--- Record extracts Enclosed Below ---
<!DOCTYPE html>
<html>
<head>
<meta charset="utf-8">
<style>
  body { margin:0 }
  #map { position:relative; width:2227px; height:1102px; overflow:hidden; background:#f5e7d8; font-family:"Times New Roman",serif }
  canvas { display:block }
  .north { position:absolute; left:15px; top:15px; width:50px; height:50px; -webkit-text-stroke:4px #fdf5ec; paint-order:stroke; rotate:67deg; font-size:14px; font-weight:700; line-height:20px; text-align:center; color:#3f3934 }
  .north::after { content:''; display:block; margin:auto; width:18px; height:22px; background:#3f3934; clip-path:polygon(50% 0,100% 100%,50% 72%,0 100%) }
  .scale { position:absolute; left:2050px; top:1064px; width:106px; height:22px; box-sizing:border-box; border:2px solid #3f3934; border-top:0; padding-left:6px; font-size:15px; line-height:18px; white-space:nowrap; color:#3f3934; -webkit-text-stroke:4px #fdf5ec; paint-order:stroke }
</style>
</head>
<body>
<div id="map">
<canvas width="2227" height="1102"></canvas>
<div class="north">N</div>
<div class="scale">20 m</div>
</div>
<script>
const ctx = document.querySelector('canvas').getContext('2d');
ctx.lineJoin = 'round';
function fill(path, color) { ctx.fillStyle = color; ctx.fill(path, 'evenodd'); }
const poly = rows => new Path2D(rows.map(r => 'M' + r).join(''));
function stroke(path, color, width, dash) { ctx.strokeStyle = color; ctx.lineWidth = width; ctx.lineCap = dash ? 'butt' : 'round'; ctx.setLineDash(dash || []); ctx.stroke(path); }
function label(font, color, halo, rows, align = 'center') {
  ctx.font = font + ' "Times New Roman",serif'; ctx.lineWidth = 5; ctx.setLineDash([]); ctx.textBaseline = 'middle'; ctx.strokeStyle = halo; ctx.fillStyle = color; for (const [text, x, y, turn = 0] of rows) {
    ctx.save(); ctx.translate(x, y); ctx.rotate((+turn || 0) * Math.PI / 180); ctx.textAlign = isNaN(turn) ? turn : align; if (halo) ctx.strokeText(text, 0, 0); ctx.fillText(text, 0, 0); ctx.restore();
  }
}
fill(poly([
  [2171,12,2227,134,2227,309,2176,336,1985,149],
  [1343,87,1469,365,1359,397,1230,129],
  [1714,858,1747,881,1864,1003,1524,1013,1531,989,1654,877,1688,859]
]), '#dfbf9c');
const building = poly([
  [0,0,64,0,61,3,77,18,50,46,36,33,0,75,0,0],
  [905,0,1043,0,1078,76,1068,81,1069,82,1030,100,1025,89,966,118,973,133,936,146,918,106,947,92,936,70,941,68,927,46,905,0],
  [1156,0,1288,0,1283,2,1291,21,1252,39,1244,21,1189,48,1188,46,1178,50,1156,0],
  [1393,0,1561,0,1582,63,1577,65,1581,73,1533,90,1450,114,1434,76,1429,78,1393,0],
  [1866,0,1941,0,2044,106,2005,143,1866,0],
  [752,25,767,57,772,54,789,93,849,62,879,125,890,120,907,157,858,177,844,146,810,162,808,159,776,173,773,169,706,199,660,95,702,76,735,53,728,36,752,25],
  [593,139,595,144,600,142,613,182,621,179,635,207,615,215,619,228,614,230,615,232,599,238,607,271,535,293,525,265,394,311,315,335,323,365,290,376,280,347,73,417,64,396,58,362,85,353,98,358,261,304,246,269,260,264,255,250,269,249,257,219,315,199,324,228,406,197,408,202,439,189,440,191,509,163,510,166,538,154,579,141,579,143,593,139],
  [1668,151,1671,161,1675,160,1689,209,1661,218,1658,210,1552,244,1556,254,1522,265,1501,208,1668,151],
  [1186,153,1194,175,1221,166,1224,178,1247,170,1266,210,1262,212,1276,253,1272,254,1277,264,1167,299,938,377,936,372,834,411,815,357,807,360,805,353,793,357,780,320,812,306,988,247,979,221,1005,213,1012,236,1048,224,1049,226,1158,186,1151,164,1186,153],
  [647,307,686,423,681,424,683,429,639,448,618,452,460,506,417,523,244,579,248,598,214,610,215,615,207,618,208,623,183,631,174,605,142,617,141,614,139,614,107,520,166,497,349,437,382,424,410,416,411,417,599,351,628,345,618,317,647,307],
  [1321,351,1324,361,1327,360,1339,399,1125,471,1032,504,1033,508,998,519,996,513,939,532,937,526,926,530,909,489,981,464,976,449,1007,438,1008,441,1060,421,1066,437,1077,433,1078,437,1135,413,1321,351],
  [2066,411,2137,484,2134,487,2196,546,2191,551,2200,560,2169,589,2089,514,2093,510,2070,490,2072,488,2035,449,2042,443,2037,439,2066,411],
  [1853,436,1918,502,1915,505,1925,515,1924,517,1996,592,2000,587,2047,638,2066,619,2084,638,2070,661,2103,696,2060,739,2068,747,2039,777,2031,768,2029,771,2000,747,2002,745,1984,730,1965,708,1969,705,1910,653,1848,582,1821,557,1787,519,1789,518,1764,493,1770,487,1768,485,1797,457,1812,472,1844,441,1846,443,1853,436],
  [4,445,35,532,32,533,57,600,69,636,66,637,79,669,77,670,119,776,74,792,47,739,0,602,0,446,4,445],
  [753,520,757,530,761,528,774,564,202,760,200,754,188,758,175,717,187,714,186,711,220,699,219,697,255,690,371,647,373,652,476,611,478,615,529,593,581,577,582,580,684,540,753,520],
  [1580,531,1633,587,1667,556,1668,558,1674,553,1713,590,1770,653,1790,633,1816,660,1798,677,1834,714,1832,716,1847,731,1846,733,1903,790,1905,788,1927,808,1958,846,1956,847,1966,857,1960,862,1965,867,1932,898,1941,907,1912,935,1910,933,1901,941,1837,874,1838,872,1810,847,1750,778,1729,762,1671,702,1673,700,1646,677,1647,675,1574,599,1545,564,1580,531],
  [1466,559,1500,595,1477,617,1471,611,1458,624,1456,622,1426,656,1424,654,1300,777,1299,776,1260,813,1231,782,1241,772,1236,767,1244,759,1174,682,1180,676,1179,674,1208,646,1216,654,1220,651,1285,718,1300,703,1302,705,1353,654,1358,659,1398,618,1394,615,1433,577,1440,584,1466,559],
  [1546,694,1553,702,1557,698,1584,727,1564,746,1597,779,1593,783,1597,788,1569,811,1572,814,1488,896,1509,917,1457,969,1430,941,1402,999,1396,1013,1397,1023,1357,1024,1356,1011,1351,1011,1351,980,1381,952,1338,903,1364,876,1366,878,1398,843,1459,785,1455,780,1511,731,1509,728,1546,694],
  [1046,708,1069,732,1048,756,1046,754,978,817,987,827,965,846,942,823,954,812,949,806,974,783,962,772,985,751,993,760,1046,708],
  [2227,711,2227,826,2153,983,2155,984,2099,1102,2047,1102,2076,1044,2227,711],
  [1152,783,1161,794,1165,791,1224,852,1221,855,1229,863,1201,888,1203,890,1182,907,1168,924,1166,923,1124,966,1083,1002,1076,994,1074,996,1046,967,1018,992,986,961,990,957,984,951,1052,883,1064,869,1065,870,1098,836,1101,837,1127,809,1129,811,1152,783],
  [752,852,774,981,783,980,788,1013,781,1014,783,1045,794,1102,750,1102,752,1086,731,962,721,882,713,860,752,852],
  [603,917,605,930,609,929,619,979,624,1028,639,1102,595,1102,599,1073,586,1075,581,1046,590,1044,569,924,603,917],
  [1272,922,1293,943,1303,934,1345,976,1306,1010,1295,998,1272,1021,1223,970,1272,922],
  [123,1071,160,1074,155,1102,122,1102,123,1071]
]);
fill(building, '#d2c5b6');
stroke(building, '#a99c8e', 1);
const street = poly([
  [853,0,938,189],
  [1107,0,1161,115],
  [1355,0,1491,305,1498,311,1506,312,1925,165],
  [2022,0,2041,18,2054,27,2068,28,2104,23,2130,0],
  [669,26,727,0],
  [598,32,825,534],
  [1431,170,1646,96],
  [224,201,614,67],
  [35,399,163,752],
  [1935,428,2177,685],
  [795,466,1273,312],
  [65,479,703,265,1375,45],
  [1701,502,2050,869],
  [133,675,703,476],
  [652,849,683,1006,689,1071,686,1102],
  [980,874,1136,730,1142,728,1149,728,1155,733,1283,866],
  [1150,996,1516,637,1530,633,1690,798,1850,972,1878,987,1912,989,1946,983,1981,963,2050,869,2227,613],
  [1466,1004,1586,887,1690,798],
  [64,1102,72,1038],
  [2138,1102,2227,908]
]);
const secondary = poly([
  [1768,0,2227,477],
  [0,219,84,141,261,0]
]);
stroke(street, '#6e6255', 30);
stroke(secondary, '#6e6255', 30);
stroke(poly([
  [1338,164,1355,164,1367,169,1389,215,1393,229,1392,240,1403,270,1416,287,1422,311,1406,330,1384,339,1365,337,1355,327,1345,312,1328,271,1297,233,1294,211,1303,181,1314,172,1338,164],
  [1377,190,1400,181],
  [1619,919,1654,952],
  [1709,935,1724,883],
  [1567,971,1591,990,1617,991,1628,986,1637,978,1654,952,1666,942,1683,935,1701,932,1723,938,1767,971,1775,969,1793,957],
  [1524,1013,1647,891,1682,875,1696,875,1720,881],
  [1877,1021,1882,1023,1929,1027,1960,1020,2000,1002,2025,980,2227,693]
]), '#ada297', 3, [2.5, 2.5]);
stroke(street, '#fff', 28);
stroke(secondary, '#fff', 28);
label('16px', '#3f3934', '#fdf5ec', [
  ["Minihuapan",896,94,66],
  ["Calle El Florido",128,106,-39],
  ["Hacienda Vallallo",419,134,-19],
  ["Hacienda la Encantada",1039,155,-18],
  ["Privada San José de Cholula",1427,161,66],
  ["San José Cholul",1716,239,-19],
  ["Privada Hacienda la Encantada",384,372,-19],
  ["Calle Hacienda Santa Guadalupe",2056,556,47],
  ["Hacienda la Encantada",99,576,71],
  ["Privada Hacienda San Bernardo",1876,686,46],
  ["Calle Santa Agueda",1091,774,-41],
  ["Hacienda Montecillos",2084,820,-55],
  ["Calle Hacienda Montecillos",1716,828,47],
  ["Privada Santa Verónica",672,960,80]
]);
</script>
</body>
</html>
--- End of Enclosed Record extracts ---
■ About this task:
Your answer must be every line from the listing above that holds the string "align".

■ Response for this exercise:
  .north { position:absolute; left:15px; top:15px; width:50px; height:50px; -webkit-text-stroke:4px #fdf5ec; paint-order:stroke; rotate:67deg; font-size:14px; font-weight:700; line-height:20px; text-align:center; color:#3f3934 }
function label(font, color, halo, rows, align = 'center') {
    ctx.save(); ctx.translate(x, y); ctx.rotate((+turn || 0) * Math.PI / 180); ctx.textAlign = isNaN(turn) ? turn : align; if (halo) ctx.strokeText(text, 0, 0); ctx.fillText(text, 0, 0); ctx.restore();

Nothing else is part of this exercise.